How many Nembutals, Benzedrines, codeines, and Seconals had I brought on that trip? Fifty? Sixty? How many were left on the night Graça and I fought? I’d taken two Blue Angels on the plane, two bennies on our first day in Brazil. Or did I take more? Did I give the boys some pills on the airplane, or backstage before the show? I’ve tried to account for those pills so many times over the years—first to police, then to Vinicius, then to myself. I close my eyes and think of those amber vials and try to recall the numbers and colors of the tablets left inside. It’s ridiculous, really, the amount of time one can spend fretting over what doesn’t matter, and what can’t be changed. It doesn’t matter how many pills were in those vials when I left her room. What matters is that they were all empty when I returned.

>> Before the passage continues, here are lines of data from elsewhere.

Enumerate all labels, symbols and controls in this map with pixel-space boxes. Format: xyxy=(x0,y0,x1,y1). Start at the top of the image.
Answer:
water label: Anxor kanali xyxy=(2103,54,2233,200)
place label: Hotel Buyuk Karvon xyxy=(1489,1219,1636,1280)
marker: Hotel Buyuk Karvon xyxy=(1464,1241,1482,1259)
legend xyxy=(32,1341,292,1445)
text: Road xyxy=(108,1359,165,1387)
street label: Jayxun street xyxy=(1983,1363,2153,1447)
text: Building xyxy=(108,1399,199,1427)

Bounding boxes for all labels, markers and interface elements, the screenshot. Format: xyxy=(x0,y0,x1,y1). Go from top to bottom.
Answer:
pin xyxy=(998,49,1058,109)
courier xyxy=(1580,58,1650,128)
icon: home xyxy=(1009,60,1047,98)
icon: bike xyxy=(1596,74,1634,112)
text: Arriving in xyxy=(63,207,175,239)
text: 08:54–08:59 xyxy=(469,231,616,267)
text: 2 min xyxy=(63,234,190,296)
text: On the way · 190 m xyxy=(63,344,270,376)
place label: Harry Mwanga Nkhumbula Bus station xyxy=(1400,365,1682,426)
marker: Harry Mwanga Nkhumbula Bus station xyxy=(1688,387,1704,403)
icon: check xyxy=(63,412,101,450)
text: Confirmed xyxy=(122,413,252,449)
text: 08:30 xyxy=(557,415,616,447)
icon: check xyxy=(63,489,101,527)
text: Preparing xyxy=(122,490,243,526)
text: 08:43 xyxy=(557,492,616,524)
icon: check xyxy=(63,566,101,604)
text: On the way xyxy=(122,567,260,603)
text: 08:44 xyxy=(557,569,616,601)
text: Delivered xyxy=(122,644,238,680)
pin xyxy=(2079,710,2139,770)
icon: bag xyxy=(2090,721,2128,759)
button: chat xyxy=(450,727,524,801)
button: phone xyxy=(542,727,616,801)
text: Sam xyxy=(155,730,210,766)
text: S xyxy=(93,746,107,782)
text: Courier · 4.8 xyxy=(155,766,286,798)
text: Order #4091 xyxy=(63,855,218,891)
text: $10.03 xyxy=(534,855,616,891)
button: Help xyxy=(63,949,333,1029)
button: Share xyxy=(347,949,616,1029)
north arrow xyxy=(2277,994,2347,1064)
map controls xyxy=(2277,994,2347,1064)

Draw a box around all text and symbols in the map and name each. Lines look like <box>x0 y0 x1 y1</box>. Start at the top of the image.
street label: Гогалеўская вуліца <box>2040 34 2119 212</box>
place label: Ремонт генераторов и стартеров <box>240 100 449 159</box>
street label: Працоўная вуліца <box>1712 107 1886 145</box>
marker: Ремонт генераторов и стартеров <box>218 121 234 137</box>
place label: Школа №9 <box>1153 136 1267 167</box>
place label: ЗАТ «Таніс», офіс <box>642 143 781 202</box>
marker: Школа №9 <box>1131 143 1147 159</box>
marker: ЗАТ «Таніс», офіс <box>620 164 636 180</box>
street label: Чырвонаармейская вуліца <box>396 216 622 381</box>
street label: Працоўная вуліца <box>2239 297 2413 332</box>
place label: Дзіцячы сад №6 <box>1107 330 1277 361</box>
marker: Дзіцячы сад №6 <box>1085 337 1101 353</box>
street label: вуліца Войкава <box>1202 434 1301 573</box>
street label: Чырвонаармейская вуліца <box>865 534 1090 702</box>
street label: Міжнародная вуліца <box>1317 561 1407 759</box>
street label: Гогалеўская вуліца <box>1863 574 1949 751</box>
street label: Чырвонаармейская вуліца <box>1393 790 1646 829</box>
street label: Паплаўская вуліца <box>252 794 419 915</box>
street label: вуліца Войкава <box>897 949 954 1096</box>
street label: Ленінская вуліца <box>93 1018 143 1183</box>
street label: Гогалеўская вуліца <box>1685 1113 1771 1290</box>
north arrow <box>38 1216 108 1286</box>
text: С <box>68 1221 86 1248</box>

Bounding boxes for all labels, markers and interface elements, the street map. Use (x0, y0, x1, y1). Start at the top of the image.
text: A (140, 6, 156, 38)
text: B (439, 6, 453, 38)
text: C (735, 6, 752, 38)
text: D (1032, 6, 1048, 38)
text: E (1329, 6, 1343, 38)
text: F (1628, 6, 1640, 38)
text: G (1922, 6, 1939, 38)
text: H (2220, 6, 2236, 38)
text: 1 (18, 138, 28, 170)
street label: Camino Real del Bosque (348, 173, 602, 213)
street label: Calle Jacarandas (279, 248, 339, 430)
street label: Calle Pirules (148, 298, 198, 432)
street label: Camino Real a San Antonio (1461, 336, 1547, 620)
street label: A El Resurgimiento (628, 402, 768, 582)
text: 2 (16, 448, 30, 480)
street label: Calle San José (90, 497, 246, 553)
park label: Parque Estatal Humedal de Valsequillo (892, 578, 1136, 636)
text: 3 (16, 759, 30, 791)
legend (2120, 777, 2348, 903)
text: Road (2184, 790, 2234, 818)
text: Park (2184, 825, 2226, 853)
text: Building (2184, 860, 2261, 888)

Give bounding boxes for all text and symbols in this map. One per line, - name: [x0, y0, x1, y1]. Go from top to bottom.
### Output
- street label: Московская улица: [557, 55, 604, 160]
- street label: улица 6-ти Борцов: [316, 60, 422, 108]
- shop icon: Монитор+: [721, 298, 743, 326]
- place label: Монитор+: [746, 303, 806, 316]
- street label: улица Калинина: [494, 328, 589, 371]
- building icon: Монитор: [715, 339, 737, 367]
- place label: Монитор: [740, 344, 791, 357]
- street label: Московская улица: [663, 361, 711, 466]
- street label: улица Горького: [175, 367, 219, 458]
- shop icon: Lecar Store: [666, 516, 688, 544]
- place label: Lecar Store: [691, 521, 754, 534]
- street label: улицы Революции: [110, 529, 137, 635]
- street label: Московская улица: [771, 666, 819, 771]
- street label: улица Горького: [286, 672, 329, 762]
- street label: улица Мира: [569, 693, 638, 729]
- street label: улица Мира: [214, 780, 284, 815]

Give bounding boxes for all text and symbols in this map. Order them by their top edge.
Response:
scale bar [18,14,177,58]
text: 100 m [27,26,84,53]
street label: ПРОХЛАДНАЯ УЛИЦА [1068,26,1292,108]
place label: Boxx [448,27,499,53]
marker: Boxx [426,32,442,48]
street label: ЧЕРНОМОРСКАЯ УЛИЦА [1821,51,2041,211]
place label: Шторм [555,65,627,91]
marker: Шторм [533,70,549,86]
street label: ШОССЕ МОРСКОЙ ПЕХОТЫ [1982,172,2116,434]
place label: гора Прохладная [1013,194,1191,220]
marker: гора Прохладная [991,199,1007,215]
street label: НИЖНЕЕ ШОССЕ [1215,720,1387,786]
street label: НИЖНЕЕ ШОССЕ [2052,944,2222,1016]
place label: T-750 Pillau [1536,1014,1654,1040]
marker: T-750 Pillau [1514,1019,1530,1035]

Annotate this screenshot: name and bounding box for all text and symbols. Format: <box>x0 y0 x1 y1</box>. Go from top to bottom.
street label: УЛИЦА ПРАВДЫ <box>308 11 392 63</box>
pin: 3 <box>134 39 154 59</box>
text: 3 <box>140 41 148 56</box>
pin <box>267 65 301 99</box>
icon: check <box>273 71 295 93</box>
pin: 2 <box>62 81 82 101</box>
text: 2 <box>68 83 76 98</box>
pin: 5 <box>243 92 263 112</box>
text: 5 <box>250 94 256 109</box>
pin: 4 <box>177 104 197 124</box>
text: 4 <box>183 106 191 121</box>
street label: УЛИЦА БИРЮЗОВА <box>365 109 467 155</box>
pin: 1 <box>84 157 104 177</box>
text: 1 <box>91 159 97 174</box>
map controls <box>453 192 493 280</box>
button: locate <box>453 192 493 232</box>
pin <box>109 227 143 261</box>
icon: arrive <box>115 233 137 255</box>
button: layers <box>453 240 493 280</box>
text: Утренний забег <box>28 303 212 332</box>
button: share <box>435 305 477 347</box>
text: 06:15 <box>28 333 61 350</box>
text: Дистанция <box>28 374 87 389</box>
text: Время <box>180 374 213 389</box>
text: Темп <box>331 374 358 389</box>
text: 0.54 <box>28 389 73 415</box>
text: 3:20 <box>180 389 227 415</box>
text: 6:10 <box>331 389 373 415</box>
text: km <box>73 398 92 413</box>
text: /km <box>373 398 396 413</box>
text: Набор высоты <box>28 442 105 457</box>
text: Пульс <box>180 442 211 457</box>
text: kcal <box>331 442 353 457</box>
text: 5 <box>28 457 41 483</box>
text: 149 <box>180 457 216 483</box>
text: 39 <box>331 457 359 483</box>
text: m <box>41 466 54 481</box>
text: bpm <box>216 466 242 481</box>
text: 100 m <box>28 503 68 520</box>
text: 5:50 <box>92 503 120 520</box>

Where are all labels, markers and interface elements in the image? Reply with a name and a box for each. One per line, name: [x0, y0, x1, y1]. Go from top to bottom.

I brushed my hand through Graça’s hair. Vomit smeared my fingers. Suddenly I was in the bathroom, wetting one washcloth, then another. I dabbed her face. I wiped her hair and her arms. I cleaned the floor.
I tried to prop Graça to sitting, so I could wash the back of her head. She was heavier than I’d expected. She would not bend at the waist no matter how much I coaxed her, so I somehow found the strength to heave her into bed. I put a blanket on her. Her hair, wet from my washing, soaked the pillow. In the bathroom I found a tube of her red lipstick. Graça never saw visitors without lipstick.
Did you know that the most essential part of any voice is air? Empty space. You must make room for your voice to pour out. Great singers know how to relax their throats and tongues when they sing. They know how to breathe so that they expand their bodies, taking in as much air as possible, sustaining each note for as long as humanly possible. It is air, after all, that makes our vocal cords vibrate. The air we breathe is our voice’s food. It is its source.
Vinicius said, later, that as he and the boys ran back down the presidential suite’s private hallway, they heard a terrible kind of moan that went on and on, for as long as they ran down that interminable hall. The voice did not die, did not pause, did not stop to catch its breath. Hearing it, Vinicius said, made his stomach drop.